Tuesday, November 16, 2010

Love In Infant Monkeys

Lydia Millet covers a lot of ground in Love In Infant Monkeys. I notice her strongest pieces are the ones where she assumes a detached narrative perspective, such as "The Lady and The Dragon," which takes the perspective of a disinterested reporter (at some point, it does shift to a close third from the perspective of the Sharon Stone impersonator), "Chomsky, Rodents," which exhibits an even greater amount of distance, because it is told from the perspective of K.'s wife, as told by K.'s relation of the narrative, and "Sir Henry," which is narrated from the perspective of the dogwalker. I think the use of these distanced narrators is a good/artful technique because it places the telling narrator in a similar position to a reader, aligning with Millet's observations on celebrity culture. We are always positioned on the outside, looking in, peering, observing (and perhaps we as readers/voyeurs are making more judgments than these narrators). In "The Lady and the Dragon" and many of the stories that focus on scientist characters, such as "Girl and Giraffe" and "Love in Infant Monkeys," the narrator functions as the "objective" reporter relaying the facts to us, which is how many of us relate to (non-domesticated) animals, calling forth this thematic detail, and interrogating our voyeurism.

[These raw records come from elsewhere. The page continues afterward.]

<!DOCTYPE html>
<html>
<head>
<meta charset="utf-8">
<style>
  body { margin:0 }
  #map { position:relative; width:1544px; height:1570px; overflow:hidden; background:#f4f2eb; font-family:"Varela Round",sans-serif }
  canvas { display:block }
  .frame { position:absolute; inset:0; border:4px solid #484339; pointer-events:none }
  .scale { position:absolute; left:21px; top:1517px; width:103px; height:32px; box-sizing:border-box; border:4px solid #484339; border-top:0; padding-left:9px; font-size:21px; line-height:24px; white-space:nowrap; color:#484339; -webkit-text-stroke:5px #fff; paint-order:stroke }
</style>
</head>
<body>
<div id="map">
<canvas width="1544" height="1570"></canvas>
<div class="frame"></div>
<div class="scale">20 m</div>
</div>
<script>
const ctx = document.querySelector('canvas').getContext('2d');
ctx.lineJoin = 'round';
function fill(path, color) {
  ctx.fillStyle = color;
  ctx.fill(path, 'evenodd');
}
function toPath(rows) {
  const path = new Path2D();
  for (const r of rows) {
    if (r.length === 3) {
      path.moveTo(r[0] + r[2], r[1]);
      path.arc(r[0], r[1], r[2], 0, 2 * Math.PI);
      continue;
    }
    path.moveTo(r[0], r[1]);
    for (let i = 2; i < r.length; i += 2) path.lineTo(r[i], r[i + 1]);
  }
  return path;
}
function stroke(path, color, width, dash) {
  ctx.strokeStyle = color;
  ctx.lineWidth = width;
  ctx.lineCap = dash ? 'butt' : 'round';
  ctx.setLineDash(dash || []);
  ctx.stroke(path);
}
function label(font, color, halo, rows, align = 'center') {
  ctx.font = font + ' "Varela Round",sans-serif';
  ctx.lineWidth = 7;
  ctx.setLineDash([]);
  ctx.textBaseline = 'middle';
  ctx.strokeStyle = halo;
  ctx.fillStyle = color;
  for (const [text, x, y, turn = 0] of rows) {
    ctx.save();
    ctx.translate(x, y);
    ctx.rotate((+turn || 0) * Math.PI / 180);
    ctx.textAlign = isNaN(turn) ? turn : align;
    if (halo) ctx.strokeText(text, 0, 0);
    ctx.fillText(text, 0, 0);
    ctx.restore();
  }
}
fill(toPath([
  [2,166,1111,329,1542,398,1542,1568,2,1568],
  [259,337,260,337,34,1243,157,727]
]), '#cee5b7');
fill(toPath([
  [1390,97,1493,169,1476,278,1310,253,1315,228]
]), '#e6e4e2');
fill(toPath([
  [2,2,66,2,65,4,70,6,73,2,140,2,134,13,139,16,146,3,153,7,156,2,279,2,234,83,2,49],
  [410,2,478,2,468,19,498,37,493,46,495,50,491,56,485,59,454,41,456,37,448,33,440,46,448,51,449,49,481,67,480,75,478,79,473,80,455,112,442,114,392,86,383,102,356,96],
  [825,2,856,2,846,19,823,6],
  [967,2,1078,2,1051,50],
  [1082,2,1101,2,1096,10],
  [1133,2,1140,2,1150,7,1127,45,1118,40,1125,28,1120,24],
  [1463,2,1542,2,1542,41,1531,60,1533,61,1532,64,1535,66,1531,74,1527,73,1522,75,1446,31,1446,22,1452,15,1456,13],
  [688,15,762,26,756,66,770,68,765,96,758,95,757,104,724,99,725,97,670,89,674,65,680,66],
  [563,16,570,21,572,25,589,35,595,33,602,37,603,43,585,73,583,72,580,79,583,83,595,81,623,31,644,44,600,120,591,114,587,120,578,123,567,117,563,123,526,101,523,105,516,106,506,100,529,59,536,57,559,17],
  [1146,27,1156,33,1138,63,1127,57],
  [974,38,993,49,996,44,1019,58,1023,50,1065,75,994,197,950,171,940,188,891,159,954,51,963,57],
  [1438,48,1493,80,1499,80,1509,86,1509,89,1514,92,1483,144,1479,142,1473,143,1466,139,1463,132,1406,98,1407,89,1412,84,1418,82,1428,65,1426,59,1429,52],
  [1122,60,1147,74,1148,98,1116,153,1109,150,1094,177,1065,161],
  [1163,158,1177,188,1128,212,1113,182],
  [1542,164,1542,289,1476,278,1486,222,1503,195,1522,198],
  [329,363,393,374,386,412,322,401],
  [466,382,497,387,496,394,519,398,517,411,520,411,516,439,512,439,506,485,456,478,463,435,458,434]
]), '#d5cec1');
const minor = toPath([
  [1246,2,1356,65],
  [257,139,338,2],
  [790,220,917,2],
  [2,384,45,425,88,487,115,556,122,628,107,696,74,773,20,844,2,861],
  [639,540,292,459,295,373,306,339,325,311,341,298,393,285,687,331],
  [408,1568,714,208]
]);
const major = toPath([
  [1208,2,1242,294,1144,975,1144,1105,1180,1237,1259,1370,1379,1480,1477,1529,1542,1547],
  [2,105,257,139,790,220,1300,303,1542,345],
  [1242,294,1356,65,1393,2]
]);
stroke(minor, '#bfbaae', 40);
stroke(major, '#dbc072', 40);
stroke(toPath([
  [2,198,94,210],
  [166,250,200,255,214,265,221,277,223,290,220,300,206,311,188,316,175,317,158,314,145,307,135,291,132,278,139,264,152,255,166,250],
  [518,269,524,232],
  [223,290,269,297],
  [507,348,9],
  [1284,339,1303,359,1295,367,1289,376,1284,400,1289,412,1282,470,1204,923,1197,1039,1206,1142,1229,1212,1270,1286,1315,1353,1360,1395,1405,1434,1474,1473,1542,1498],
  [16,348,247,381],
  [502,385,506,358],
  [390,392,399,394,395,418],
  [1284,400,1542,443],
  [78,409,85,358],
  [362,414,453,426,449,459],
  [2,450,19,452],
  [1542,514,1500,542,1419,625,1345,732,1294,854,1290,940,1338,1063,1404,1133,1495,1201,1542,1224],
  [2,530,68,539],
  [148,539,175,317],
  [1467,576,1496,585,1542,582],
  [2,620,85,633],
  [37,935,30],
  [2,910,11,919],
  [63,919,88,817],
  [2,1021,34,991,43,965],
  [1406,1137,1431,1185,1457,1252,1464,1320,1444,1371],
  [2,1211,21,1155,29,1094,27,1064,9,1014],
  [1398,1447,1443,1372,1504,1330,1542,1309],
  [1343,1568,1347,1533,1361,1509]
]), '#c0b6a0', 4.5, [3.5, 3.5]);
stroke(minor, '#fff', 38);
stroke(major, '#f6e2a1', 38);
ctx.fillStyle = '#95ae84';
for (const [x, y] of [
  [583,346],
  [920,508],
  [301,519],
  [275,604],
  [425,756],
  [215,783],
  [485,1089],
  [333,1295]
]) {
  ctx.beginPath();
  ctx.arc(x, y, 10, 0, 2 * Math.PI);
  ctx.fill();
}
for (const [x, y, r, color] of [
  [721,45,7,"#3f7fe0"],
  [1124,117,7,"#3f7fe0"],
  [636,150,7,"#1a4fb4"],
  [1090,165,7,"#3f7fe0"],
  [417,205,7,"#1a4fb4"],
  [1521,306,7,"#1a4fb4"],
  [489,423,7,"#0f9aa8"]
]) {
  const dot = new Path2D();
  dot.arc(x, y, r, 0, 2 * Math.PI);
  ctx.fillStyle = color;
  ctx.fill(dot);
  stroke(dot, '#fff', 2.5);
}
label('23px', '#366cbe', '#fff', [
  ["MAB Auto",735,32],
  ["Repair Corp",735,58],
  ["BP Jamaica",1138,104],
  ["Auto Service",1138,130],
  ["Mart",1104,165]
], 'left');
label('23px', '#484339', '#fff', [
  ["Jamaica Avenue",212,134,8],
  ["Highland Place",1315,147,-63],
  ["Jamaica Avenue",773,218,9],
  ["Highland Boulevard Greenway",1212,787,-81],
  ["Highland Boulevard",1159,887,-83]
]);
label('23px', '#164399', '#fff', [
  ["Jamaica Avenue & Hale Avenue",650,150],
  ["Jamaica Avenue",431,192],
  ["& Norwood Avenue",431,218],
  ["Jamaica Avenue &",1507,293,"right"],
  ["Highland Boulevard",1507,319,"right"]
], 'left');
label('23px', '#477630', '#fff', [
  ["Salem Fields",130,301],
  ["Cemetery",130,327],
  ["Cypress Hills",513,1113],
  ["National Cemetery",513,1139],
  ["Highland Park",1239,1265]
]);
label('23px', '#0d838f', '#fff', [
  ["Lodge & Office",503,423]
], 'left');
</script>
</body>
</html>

I think the collection's conceit, as well as its thematic links, qualify it as a (tenuous) short story cycle. It defies what I would typically define as a short story cycle, in that it would need a connecting character/geographic location to make the collection continue to cohere, but many of the details I've listed above could make this qualify as a short story cycle. It could be interpreted either way, though.

This collection, most obviously, makes me think of how I can use/sustain a conceit in my own writing. I probably wouldn't model myself under (blanking on what the correct preposition to use would be in this instance) Millet, though, considering how polarizing she was in our class alone; however, she does offer interesting manners in which to diversify the perspective one can bring to a particular conceit - one can use a conceit, such as celebrity interaction with animals, or tabloid articles, such as Olean Butler does, and use it as a way to say something profound about our relationships and the fragmentary nature of life/existence. Perhaps this is precisely why conceits like these work for the form of a short story cycle: we require the fragmentary and seemingly random to discover anew profound insights in a postmodern age.